● Goal of the exercise
Where the string "sans" shows up in a line of the records, copy that line.
=== Section Start ===
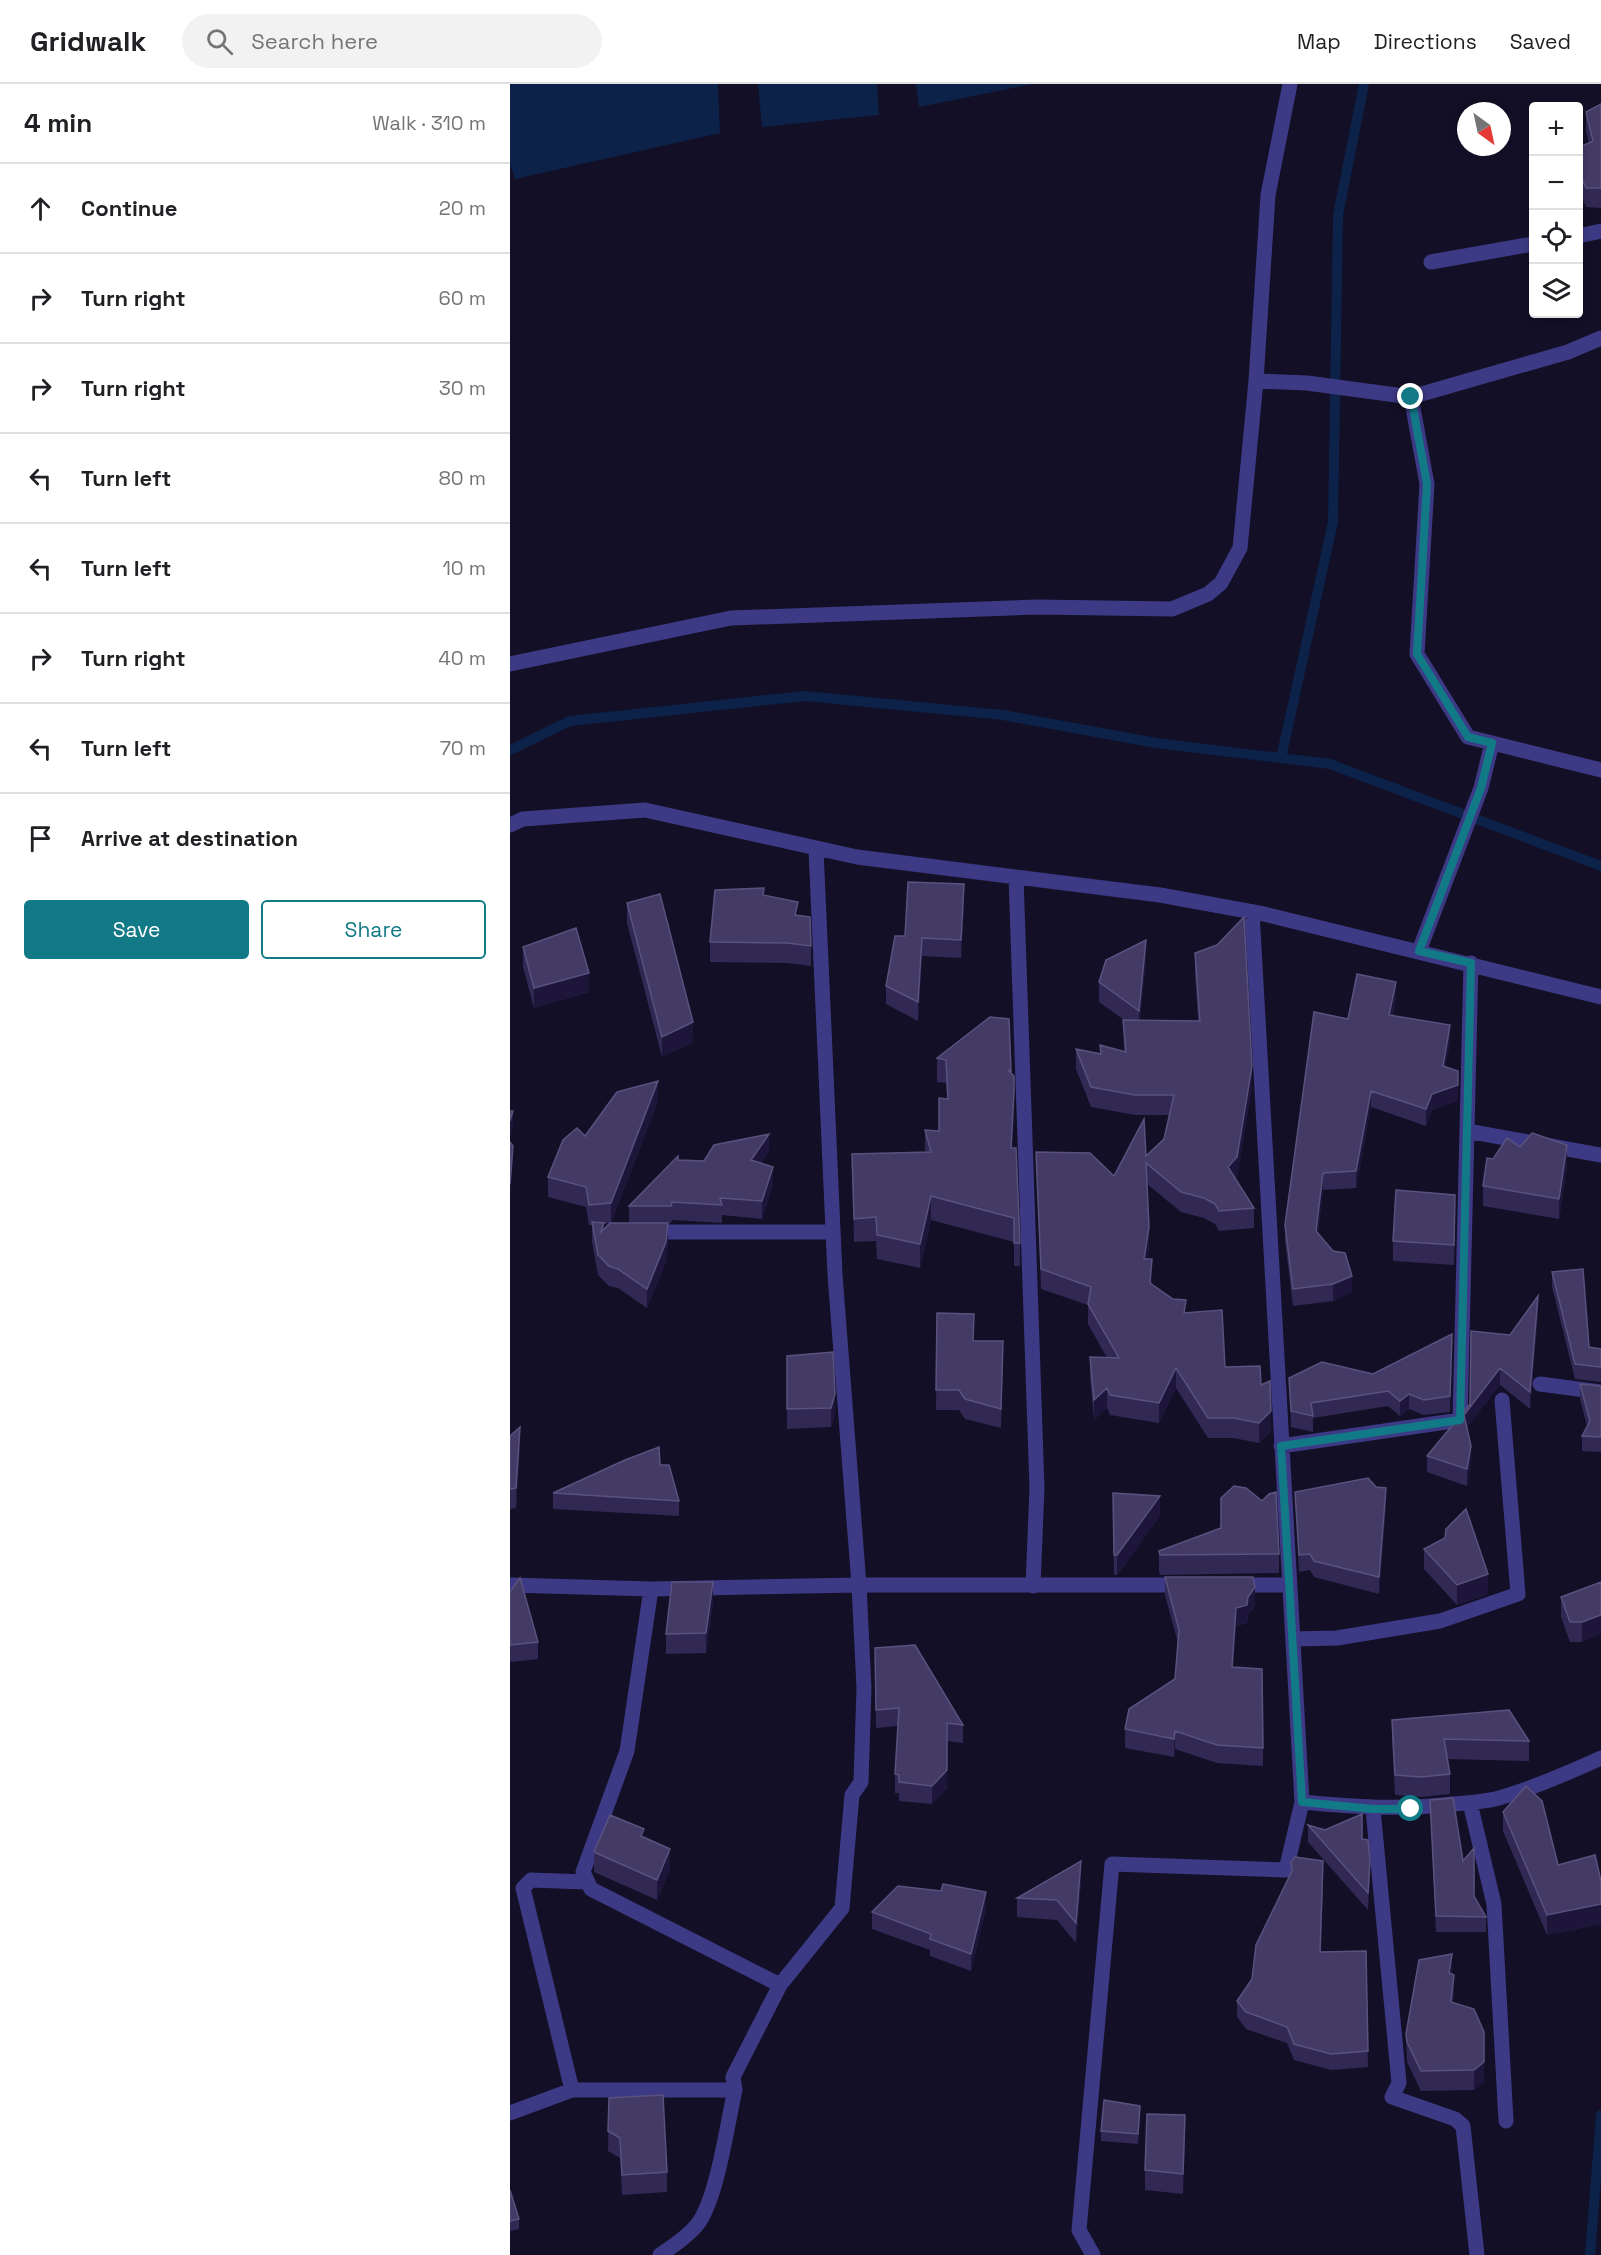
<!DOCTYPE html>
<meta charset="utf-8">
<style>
:root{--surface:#fff;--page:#f2f2f2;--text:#202124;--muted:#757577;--line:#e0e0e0;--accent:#127987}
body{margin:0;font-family:"Space Grotesk",sans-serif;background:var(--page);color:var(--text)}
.controls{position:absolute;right:18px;top:18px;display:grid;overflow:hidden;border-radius:6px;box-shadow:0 3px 9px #0003}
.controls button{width:54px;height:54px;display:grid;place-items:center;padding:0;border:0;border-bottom:2px solid var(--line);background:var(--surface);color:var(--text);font:30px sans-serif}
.compass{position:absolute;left:947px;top:18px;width:54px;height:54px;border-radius:50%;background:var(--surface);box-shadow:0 3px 9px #0003;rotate:147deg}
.stop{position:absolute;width:18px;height:18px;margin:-14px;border:4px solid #127987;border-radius:50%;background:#fff}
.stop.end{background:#127987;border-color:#fff;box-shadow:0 2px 6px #0008}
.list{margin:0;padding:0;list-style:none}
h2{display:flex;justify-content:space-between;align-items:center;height:78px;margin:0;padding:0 24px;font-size:26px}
h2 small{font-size:20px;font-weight:400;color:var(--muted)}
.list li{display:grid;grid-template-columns:39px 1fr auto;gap:18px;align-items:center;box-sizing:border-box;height:90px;padding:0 24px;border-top:2px solid var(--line)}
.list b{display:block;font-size:22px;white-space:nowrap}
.list em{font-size:20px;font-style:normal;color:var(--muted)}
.actions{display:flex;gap:12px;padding:18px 24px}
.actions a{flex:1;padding:14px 0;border:2px solid var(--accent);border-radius:6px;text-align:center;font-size:21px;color:var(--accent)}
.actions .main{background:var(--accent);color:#fff}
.icon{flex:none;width:33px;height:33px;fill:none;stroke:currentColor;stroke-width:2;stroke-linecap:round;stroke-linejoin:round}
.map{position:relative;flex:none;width:1091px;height:2171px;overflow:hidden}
header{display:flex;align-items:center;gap:36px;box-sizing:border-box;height:84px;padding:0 30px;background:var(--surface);border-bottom:2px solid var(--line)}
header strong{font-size:28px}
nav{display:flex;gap:33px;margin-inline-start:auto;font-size:21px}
.search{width:420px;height:54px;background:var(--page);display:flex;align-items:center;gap:15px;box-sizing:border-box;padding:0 21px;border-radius:33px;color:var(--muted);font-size:22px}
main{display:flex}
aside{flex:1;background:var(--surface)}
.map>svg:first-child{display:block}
.water{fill:#0c2248}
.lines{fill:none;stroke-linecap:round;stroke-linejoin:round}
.stream{stroke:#0c2248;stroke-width:10}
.minor{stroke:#3d3a85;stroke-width:15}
.wall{fill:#312854;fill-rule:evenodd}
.shaded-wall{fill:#1d163a}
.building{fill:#433a66;stroke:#5a527e;stroke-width:1.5}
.route{stroke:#127987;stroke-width:8}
</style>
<header>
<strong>Gridwalk</strong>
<div class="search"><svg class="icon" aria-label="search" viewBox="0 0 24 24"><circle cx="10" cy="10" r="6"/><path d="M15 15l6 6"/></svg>Search here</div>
<nav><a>Map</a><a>Directions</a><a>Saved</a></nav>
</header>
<main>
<aside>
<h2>4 min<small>Walk · 310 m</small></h2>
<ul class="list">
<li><svg class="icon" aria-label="ahead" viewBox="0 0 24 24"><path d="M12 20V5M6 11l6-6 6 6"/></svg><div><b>Continue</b></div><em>20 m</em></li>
<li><svg class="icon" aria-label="right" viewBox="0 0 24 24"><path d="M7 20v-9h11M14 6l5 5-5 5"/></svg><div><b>Turn right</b></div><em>60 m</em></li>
<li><svg class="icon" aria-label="right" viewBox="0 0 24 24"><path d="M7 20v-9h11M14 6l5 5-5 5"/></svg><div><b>Turn right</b></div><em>30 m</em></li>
<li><svg class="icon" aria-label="left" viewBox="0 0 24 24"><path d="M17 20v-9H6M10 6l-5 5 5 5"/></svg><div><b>Turn left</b></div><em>80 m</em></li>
<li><svg class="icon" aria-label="left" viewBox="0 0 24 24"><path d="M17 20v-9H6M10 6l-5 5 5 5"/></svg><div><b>Turn left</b></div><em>10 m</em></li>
<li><svg class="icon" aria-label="right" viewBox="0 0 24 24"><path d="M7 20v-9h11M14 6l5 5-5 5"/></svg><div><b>Turn right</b></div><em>40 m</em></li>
<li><svg class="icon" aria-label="left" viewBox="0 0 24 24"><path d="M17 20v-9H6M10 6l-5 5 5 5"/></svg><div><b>Turn left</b></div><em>70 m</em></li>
<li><svg class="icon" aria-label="arrive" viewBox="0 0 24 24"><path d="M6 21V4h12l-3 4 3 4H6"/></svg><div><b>Arrive at destination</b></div></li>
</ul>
<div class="actions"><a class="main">Save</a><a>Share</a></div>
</aside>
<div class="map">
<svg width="1091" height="2171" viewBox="0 0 1091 2171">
<rect width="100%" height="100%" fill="#130f26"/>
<path class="water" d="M0 0H208L210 49 5 95 0 80Z
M248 0H367L369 31 252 43Z
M406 0H523L409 23Z"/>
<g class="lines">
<path class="stream" d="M0 666 60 637 295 612 493 631 646 659 820 680 1091 782
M771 674 823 438 828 131 854 0
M1080 2171 1091 2031"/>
<path class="minor" d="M1068 152 1091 147
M921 178 1023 160
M746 297 758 111 780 0
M901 313 1058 268 1091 254
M0 580 221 534 527 523 662 525 698 510 711 499 730 464 746 297 797 299 901 313 917 400 907 570 958 653 1091 686
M0 741 13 735 135 726 347 773 650 811 754 830 1091 913
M506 793 527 1404 523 1502
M742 828 792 1718C845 1723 890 1726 943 1720 958 1719 974 1718 989 1714 1024 1704 1058 1689 1091 1674
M909 867 971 704 982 659
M957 1047 1091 1071
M140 1148H323
M1030 1300 1091 1308
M771 1362 950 1336 961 879
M0 1501 141 1505 349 1501H674
M725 1501H779
M141 1505 117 1667 73 1788 81 1805 270 1901
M783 1555 827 1554 930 1537 1008 1510 992 1316
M960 1719 984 1820 996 2037
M863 1725 889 1999 882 2013 945 2035 953 2042 967 2171
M62 2006 13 1804 21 1796 76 1798
M0 2029 62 2006H225
M150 2171C163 2162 176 2154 186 2142 207 2118 217 2040 225 2006L223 1993 270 1901 332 1824 342 1711 351 1698 354 1604 349 1501 325 1191 306 766
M583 2171 569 2146 602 1780 776 1786 792 1718"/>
</g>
<path class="wall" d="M1091 20V124L1076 123 1068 105V64L1079 59 1076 47V28Z
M254 811 288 831 301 862V882L277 879 200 878V858Z
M117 819 183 958 152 973 117 839Z
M454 819 451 874 412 872 408 937 376 920V902L395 852Z
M13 863 79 908 24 924 13 883Z
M685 869 742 1002 727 1093 725 1095 744 1124V1144L709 1147 705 1140 694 1134 671 1128 637 1100 639 1163 637 1175 642 1200 676 1229 715 1283 751 1301 761 1347 749 1359 723 1354H698L666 1304 649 1339 600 1331 597 1324 584 1336 580 1293V1273L597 1274 578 1240V1221L531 1205 526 1068 604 1092 636 1072 654 1055 659 1031H625L581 1023 566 985V965L590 969V961L614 968 613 936H614L589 918V898L636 876 630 936 688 937 685 889Z
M886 914 883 931 940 958 935 983 948 1017 922 1026 916 1042 861 1023 846 1104 813 1106 808 1149 842 1208 823 1217 783 1222 775 1157V1141L838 935Z
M499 935 501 989 504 1031 502 1064 510 1159V1182H504V1158L421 1136 410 1184 367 1175 366 1157 344 1158 342 1070 415 1068V1046L429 1047 437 1014 436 999 427 998V974Z
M148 1017 101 1139H119V1122L168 1076 194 1077 259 1067 251 1079 263 1100 252 1135 212 1131V1139L162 1136 161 1139H158V1158L156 1178 137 1224 108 1204 99 1202 88 1191 82 1158V1141H79L76 1123 38 1113V1093L75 1052ZM99 1139 94 1145V1140Z
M1010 1063 1057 1081 1049 1135 973 1122V1102L983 1075Z
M945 1130 944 1181 883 1177V1157Z
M1042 1188 1079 1263 1091 1265V1298L1065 1295 1042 1203Z
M1028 1228 1020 1325 990 1301 957 1343 961 1379 957 1402 917 1388V1372L960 1320 1000 1251Z
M427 1229 493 1277 491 1344 455 1335 449 1326H426Z
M942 1250 940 1328 914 1331 899 1325 890 1332 878 1322 803 1334V1348L781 1343 779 1294 863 1290Z
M323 1268 325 1329 321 1343 277 1345V1272Z
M1070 1300 1091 1302V1368L1072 1367V1352L1077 1342 1070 1315Z
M0 1352 10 1363 6 1424 0 1425Z
M150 1381 169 1417V1432L43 1425V1409Z
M785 1408 876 1421 869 1510 804 1493 800 1486 789 1488Z
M603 1409 650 1432 607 1491H604Z
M914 1465 978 1510 947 1521 914 1485Z
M649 1467 769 1470V1489L650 1491 649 1487Z
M655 1493 745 1522 738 1531 737 1539 726 1542 723 1583 753 1664V1682L707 1679 665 1665 664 1673 615 1664V1645L665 1595 668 1559 655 1511Z
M1091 1498 1072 1558H1060L1051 1533V1513Z
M0 1508 28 1558V1575L0 1578Z
M203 1518 196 1569 156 1570V1550Z
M365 1564 453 1641V1659L437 1657V1704L422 1720 389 1717V1709H385V1690L388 1642 366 1644Z
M882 1636 1019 1657V1677L937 1675 940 1690V1710L911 1713 885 1711 882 1656Z
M920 1716 953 1777 965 1782 964 1813 976 1833V1848H926Z
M993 1728 1048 1781 1091 1797V1840L1037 1851 993 1747Z
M798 1741 852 1755 860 1794 858 1826 798 1758Z
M84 1768 160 1785 147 1816 84 1788Z
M781 1778 813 1793 811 1868 856 1867 858 1983 821 1986 784 1976 777 1959 736 1945 727 1933V1917L742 1895 781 1789Z
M571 1797 566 1859 547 1836 507 1833V1814Z
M476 1825 461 1887 420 1872V1866L362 1845V1828Z
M942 1891 944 1911 943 1918 974 1998 964 2006 911 2007 897 1978 896 1950Z
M99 2014 157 2088V2108L112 2111 110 2074 98 2067Z
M630 2032 628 2060 591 2057V2047Z
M675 2051 673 2110 635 2106V2086Z
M0 2106 9 2135V2145L0 2147Z"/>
<path class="shaded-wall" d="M454 800V819L451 874V856Z
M412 854V872L408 937V918Z
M636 856V876L629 947V927Z
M79 889V908L24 924V904Z
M886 898V914L879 947V931Z
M183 938V958L152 973V953Z
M940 941V958L933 999V982Z
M742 982V1002L727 1093 718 1103V1083Z
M948 987V1017L922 1026 916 1042V1025L922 1010Z
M148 997V1017L101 1139V1119Z
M504 1007V1031L501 1087V1064Z
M861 1007V1023L846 1104V1087Z
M3 1027V1045L0 1054V1037Z
M259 1050V1067L241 1093V1076Z
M1057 1061V1081L1049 1135V1115Z
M3 1062V1079L0 1118V1100Z
M263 1083V1100L252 1135V1117Z
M813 1089V1106L806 1164V1147Z
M421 1112V1136L410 1184V1160Z
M158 1139V1158L156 1178 137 1224V1205Z
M639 1143V1163L634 1195V1175Z
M842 1192V1208L823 1217V1200Z
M1028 1212V1228L1020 1325V1308Z
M666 1284V1304L649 1339V1319Z
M990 1284V1301L954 1347V1331Z
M597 1304V1324L584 1336V1316Z
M325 1310V1329L321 1343V1324Z
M899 1310V1325L890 1332V1317Z
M761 1327V1347L749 1359V1339Z
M10 1343V1363L6 1424V1404Z
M961 1362V1379L957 1402V1385Z
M876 1404V1421L869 1510V1493Z
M650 1412V1432L607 1491V1471Z
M978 1490V1510L947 1521V1501Z
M203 1498V1518L196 1569V1549Z
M745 1503V1522L738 1531 737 1539 726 1542 722 1601V1583L726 1524 738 1513Z
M1091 1531V1550L1072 1558V1538Z
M437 1639V1704L422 1720V1702Z
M665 1647V1665L664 1673V1655Z
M160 1765V1785L147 1816V1796Z
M571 1777V1797L566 1859V1839Z
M860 1777V1794L858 1826V1809Z
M476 1808V1825L461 1887V1870Z
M1091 1820V1840L1037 1851V1831Z
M942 1870V1890L939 1909V1889Z
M944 1891V1911L941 1938V1918Z
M974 1948V1998L964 2006V1986Z
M675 2031V2051L673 2110V2090Z"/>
<path class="building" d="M1091 20V104H1076L1068 85V64L1083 57 1076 28Z
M398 798 454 800 451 856 412 854 408 918 376 902 385 852H395Z
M254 804 253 811 288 818 285 831 300 833 301 862 277 859 200 858 205 806Z
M150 810 183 938 152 953 117 819Z
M734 833 742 982 727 1073 718 1083 744 1124 709 1127 705 1120 694 1114 671 1108 636 1079 639 1143 634 1175H642L640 1199 663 1215 676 1216 674 1229 712 1226 715 1283 750 1282 751 1301 760 1297 761 1327 749 1339 723 1334H698L666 1284 649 1319 600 1311 597 1304 584 1316 580 1273 609 1274 578 1220 581 1203 531 1185 526 1068 580 1069 604 1092 634 1035 636 1072 654 1055 664 1011H625L581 1003 566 965 591 970 590 961 616 968 613 936 690 937 685 869 707 861Z
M66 844 79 889 24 904 13 863Z
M636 856 629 927 589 898 596 876Z
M847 890 886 898 879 931 940 941 933 982 948 987V1001L922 1010 916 1025 861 1007 846 1087 813 1089 806 1147 823 1167 835 1169 842 1192 823 1200 783 1205 775 1141 804 928 838 935Z
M480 933 499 935 501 987 498 986 504 992V1007L501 1064H506L510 1159H504V1134L421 1112 410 1160 367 1151 366 1133 344 1135 342 1070 421 1068 415 1046 429 1047V1014L438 1015 436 976 427 974Z
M148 997 101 1119 79 1121 76 1103 38 1093 53 1056 67 1044 75 1052 107 1008Z
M0 1027H3L0 1037Z
M1022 1049 1057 1061 1049 1115 973 1102 977 1074 983 1075 997 1054 1010 1063Z
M259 1050 241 1076 263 1083 252 1117 210 1114 212 1121 162 1118 161 1122H119L168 1072V1076L194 1077 204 1061Z
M0 1058 3 1062 0 1100Z
M886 1106 945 1111 944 1161 883 1157Z
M82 1138 94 1139 90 1149 100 1139H158L156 1158 137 1205 108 1185 99 1182 88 1171Z
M1073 1185 1079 1263 1091 1265V1283L1065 1280 1042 1188Z
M1028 1212 1020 1308 990 1284 954 1331 961 1362 957 1385 917 1372 960 1320 961 1247 1000 1251Z
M427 1229 464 1230 463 1257H493L491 1325 455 1315 449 1306H426Z
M942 1250 940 1312 914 1316 899 1310 890 1317 878 1307 801 1319 803 1332 781 1327 779 1294 812 1278 863 1290Z
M323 1268 325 1310 321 1324 277 1325V1272Z
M1070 1300 1091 1302V1353L1072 1352 1080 1337Z
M10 1343 6 1404 0 1405V1352Z
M149 1363 150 1381H159L169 1417 43 1409 115 1376Z
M858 1394 866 1403 876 1404 869 1493 804 1477 800 1470 789 1471 785 1408Z
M724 1402 736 1404 752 1417 759 1410 766 1408 769 1470 650 1471 649 1467 711 1444V1414Z
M603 1409 650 1412 607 1471H604Z
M956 1425 978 1490 947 1501 914 1465 935 1454 936 1445Z
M655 1493H743L745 1503 738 1513 737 1521 726 1524 722 1583 752 1585 753 1664 707 1661 665 1647 664 1655 615 1645 619 1625 665 1595 669 1546Z
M10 1494 28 1558 0 1561V1508Z
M162 1498H203L196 1549 156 1550Z
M1091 1498V1531L1072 1538H1060L1051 1513Z
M405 1561 453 1641 437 1639V1686L422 1702 389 1698V1691L385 1690 389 1624 366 1626 365 1564Z
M999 1626 1019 1657 934 1655 940 1690 911 1693 885 1691 882 1636Z
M1016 1702 1032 1717 1048 1781 1085 1771 1091 1797V1820L1037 1831 993 1728Z
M943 1714 953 1777 964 1764V1812L976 1833 926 1832 920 1716Z
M852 1730V1755L858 1756 860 1777 858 1809 798 1741 815 1746Z
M100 1731 134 1745 131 1752 160 1765 147 1796 84 1768Z
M785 1773 813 1777 810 1868 856 1867 858 1967 821 1970 784 1960 777 1943 736 1928 727 1917 742 1895 746 1861 782 1787 781 1778Z
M571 1777 566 1839 547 1816 507 1814Z
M433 1800 476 1808 461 1870 420 1855 421 1850 362 1828 388 1802 431 1807Z
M942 1870 939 1889 944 1891 941 1918 964 1925 974 1948V1978L964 1986 911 1987 897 1958 896 1950 909 1876Z
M153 2011 157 2088 112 2091 110 2054 98 2047 99 2014Z
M594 2016 630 2022 628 2050 591 2047Z
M637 2030 675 2031 673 2090 635 2086Z
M0 2106 9 2135 0 2137Z"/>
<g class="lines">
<path class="route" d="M901 1725H863L792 1718 771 1362 950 1336 961 879 909 867 971 704 982 659 958 653 907 570 917 400 901 313"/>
</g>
</svg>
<div class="controls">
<button>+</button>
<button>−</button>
<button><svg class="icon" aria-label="locate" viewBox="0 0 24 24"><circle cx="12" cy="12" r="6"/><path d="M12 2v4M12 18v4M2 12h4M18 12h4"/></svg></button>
<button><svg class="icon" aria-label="layers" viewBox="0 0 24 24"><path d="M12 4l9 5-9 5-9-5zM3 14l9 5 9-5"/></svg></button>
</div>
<svg class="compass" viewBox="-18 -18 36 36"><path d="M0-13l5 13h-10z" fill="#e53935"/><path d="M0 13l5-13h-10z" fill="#757577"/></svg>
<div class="stop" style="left:901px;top:1725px"></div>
<div class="stop end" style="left:901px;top:313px"></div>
</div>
</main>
=== Section End ===
● Task response
body{margin:0;font-family:"Space Grotesk",sans-serif;background:var(--page);color:var(--text)}
.controls button{width:54px;height:54px;display:grid;place-items:center;padding:0;border:0;border-bottom:2px solid var(--line);background:var(--surface);color:var(--text);font:30px sans-serif}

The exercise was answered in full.